**EXERCISE DESCRIPTION:**
Your answer should contain only the lines from the top of the data below down through the one with "0 3px,transparent 0", transcribed exactly and without pictures; please include nothing more.

**DATASET ENTRIES:**

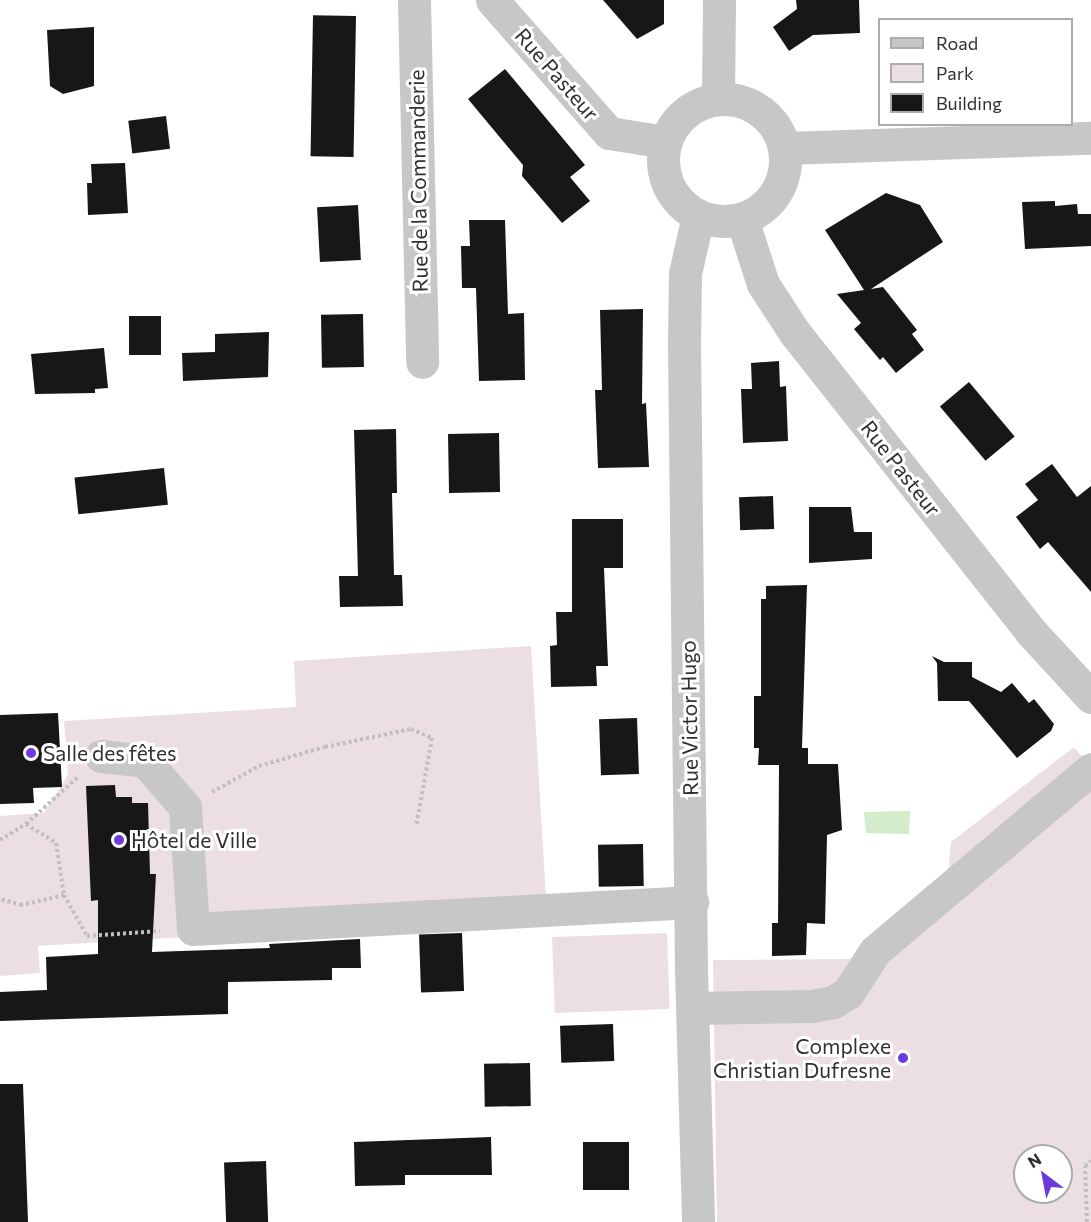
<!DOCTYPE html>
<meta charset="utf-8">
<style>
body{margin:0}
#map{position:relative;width:1091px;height:1222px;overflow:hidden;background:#fff;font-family:Commissioner,sans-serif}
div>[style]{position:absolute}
.green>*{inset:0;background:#ecdfe1;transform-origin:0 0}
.water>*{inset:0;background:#d4ebcc}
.building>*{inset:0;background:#171717;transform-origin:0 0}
.path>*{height:4px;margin-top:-2px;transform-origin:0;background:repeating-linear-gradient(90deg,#c0c0c0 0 3px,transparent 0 6px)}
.minor>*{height:33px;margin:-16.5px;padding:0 16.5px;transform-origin:16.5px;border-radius:16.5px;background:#c7c7c7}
.minor>.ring{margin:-16.5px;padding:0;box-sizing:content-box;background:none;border:33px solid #c7c7c7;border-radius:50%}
.dots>*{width:16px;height:16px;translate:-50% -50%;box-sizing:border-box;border:3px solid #fff;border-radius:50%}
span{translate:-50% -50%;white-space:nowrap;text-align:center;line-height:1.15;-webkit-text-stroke:6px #fff;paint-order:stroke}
.street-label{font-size:21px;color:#303030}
.poi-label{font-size:21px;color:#303030}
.left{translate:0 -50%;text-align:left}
.right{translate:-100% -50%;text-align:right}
.legend{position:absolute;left:878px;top:18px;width:195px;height:108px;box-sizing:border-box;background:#fff;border:2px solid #acacac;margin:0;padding:8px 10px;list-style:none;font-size:18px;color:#303030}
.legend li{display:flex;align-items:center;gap:12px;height:30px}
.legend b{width:30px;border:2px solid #acacac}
.north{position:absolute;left:1013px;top:1144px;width:60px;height:60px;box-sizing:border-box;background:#fff;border:2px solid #acacac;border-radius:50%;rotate:328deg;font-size:16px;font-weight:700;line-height:24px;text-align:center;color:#303030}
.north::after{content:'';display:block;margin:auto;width:21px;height:27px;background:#6b3bde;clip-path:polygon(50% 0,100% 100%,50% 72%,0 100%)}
</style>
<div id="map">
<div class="green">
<div style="clip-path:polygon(531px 646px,547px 915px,38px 946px,40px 973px,0 976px,0 816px,44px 813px,68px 775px,64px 721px,296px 707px,294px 661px)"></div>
<div style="clip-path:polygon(evenodd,1074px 747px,1091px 767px,1091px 1222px,717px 1222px,713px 960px,850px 959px,948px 876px,951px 842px,1074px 747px,1025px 1156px,1061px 1156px,1061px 1192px,1025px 1192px,1025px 1156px)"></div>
<div style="left:667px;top:933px;width:76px;height:115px;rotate:88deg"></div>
</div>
<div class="water">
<div style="clip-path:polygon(910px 811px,909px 834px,866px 833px,864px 812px)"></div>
</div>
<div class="building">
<div style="clip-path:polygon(603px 0,664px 0,664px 24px,637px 39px)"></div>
<div style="clip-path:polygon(796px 0,859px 0,860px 33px,813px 35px,789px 51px,773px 27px,797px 9px)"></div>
<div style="left:356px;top:16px;width:141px;height:43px;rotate:91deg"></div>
<div style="clip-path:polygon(94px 27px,94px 86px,63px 94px,50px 86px,47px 30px)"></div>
<div style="clip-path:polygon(505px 69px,585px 165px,570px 177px,590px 201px,562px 223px,522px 176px,523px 165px,468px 99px)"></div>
<div style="left:166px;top:116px;width:33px;height:38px;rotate:83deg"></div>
<div style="clip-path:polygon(125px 163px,128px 213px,88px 215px,87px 183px,92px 183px,91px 164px)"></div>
<div style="clip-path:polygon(886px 193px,920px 205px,943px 242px,871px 289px,883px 287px,917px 330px,912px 334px,924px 350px,896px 373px,883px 357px,880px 360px,854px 329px,861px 323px,837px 294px,864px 290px,825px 230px)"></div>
<div style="clip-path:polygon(1055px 201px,1055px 206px,1077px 204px,1078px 214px,1091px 214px,1091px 246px,1025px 249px,1022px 202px)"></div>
<div style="left:358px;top:205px;width:55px;height:41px;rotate:87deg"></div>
<div style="clip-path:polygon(469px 220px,505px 220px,508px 314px,524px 313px,525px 380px,479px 381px,476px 288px,462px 288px,461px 246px,470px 246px)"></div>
<div style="clip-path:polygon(643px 309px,642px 404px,646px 403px,649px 467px,598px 468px,595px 390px,602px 390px,600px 310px)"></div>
<div style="left:363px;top:314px;width:53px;height:42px;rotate:89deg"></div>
<div style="left:129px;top:316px;width:32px;height:39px"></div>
<div style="clip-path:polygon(269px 332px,268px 377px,183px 381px,182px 353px,215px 352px,215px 334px)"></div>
<div style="clip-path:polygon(104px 348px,108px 388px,95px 389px,95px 393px,35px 394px,31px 354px)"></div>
<div style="clip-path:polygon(779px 361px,780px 387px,786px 386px,788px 441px,743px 443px,741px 389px,752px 389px,751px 363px)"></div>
<div style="left:969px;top:382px;width:71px;height:38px;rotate:50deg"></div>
<div style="clip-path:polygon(396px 429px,397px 493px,392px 493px,394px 575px,402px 575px,403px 606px,340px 607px,339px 576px,358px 576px,354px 430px)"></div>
<div style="left:499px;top:433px;width:59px;height:51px;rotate:89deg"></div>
<div style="clip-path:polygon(1052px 464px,1077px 497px,1091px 486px,1091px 592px,1048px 542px,1040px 549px,1016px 517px,1038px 500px,1025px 484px)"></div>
<div style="left:164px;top:468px;width:37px;height:90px;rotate:84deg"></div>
<div style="left:773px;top:496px;width:33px;height:34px;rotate:88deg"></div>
<div style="clip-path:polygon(809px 507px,851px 507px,854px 532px,872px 532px,872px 559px,809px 563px)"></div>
<div style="clip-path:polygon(572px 519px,623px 519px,623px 568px,604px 568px,608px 666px,596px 666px,597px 686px,551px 687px,550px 646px,557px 645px,556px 612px,572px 612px)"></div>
<div style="clip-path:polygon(807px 585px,802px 748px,808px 748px,808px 764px,838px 764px,842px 830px,827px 835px,825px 924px,807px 923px,806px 955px,772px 956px,772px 923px,778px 923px,779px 765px,758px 765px,759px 748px,754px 748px,754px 696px,761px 696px,761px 599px,766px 599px,766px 586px)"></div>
<div style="clip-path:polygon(932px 656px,944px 662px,972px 662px,972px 677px,1001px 692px,1012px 683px,1029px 703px,1034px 699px,1054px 724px,1051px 731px,1017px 758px,969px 701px,938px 701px,937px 663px)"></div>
<div style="clip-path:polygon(58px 713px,62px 787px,33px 788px,34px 803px,0 804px,0 715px)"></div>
<div style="left:637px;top:718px;width:56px;height:38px;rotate:88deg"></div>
<div style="clip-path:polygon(115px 785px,116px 797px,132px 797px,132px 803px,148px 803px,150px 874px,156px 874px,152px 952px,270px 948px,269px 944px,360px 939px,361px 968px,332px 968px,332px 980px,228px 982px,228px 1014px,0 1021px,0 992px,47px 990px,46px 957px,98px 954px,98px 900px,91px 901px,86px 786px)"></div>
<div style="left:643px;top:844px;width:42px;height:45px;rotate:89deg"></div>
<div style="left:462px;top:933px;width:58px;height:43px;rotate:88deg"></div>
<div style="left:613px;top:1024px;width:37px;height:53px;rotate:88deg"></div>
<div style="left:530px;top:1063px;width:43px;height:46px;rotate:89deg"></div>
<div style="clip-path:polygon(0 1084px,23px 1084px,28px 1222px,0 1222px)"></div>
<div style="clip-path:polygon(491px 1137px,492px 1175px,405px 1175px,405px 1185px,355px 1186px,354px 1142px)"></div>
<div style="left:583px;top:1142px;width:46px;height:48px"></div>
<div style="left:266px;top:1161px;width:61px;height:42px;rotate:88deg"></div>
</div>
<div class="path">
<div style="left:212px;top:792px;width:54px;rotate:-29deg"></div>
<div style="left:259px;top:766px;width:69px;rotate:-16.1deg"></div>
<div style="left:325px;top:747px;width:88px;rotate:-11.8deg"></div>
<div style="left:411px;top:729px;width:23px;rotate:23deg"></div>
<div style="left:432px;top:738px;width:90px;rotate:100.2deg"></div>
<div style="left:26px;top:824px;width:69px;rotate:-42deg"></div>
<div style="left:0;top:840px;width:31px;rotate:-32deg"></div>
<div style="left:26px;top:824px;width:36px;rotate:32deg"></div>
<div style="left:56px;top:843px;width:53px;rotate:81.3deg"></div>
<div style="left:64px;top:895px;width:43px;rotate:166.6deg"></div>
<div style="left:22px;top:905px;width:23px;rotate:-165deg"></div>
<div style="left:64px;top:895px;width:47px;rotate:60.7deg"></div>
<div style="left:87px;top:936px;width:73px;rotate:-3.9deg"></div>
<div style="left:1087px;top:1222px;width:56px;rotate:-92deg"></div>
<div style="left:1085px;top:1166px;width:8px;rotate:-40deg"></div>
</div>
<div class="minor">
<div style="left:414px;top:0;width:362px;rotate:88.7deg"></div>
<div style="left:492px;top:0;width:177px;rotate:48.7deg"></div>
<div style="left:609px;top:133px;width:57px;rotate:9.1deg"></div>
<div class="ring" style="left:663px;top:99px;width:89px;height:89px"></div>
<div style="left:718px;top:99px;width:99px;rotate:-89.4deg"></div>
<div style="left:785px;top:148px;width:306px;rotate:-1.9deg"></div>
<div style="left:698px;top:216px;width:58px;rotate:102.8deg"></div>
<div style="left:685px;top:273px;width:71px;rotate:90.8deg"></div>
<div style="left:684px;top:344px;width:625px;rotate:89.36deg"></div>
<div style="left:691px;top:969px;width:253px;rotate:88.4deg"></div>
<div style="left:742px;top:219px;width:68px;rotate:72.1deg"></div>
<div style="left:763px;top:284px;width:59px;rotate:56.9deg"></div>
<div style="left:795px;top:333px;width:382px;rotate:51.7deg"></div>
<div style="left:1032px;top:633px;width:87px;rotate:47.3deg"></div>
<div style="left:101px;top:756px;width:44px;rotate:6.5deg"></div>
<div style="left:145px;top:761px;width:61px;rotate:49deg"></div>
<div style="left:185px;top:807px;width:122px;rotate:86.2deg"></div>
<div style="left:193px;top:929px;width:500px;rotate:-3.1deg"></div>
<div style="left:692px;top:1008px;width:119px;rotate:-1deg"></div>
<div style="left:811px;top:1006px;width:22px;rotate:-10deg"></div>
<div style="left:833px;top:1002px;width:17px;rotate:-31deg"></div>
<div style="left:848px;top:993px;width:50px;rotate:-57.3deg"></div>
<div style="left:875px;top:951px;width:282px;rotate:-40.1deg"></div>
</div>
<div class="dots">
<div style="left:31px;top:753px;background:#6b3bde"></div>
<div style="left:119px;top:840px;background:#6b3bde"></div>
<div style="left:903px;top:1058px;background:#6b3bde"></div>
</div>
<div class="street-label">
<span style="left:557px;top:74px;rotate:49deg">Rue Pasteur</span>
<span style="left:418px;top:181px;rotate:-91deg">Rue de la Commanderie</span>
<span style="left:901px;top:468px;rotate:52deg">Rue Pasteur</span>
<span style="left:689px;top:718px;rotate:-91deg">Rue Victor Hugo</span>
</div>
<div class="poi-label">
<span class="left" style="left:43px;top:753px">Salle des fêtes</span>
<span class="left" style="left:131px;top:840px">Hôtel de Ville</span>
<span class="right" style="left:891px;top:1058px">Complexe<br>Christian Dufresne</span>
</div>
<ul class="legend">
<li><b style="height:8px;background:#c7c7c7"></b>Road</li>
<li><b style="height:16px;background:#ecdfe1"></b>Park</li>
<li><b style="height:16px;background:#171717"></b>Building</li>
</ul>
<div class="north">N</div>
</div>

**RESPONSE AREA:**
<!DOCTYPE html>
<meta charset="utf-8">
<style>
body{margin:0}
#map{position:relative;width:1091px;height:1222px;overflow:hidden;background:#fff;font-family:Commissioner,sans-serif}
div>[style]{position:absolute}
.green>*{inset:0;background:#ecdfe1;transform-origin:0 0}
.water>*{inset:0;background:#d4ebcc}
.building>*{inset:0;background:#171717;transform-origin:0 0}
.path>*{height:4px;margin-top:-2px;transform-origin:0;background:repeating-linear-gradient(90deg,#c0c0c0 0 3px,transparent 0 6px)}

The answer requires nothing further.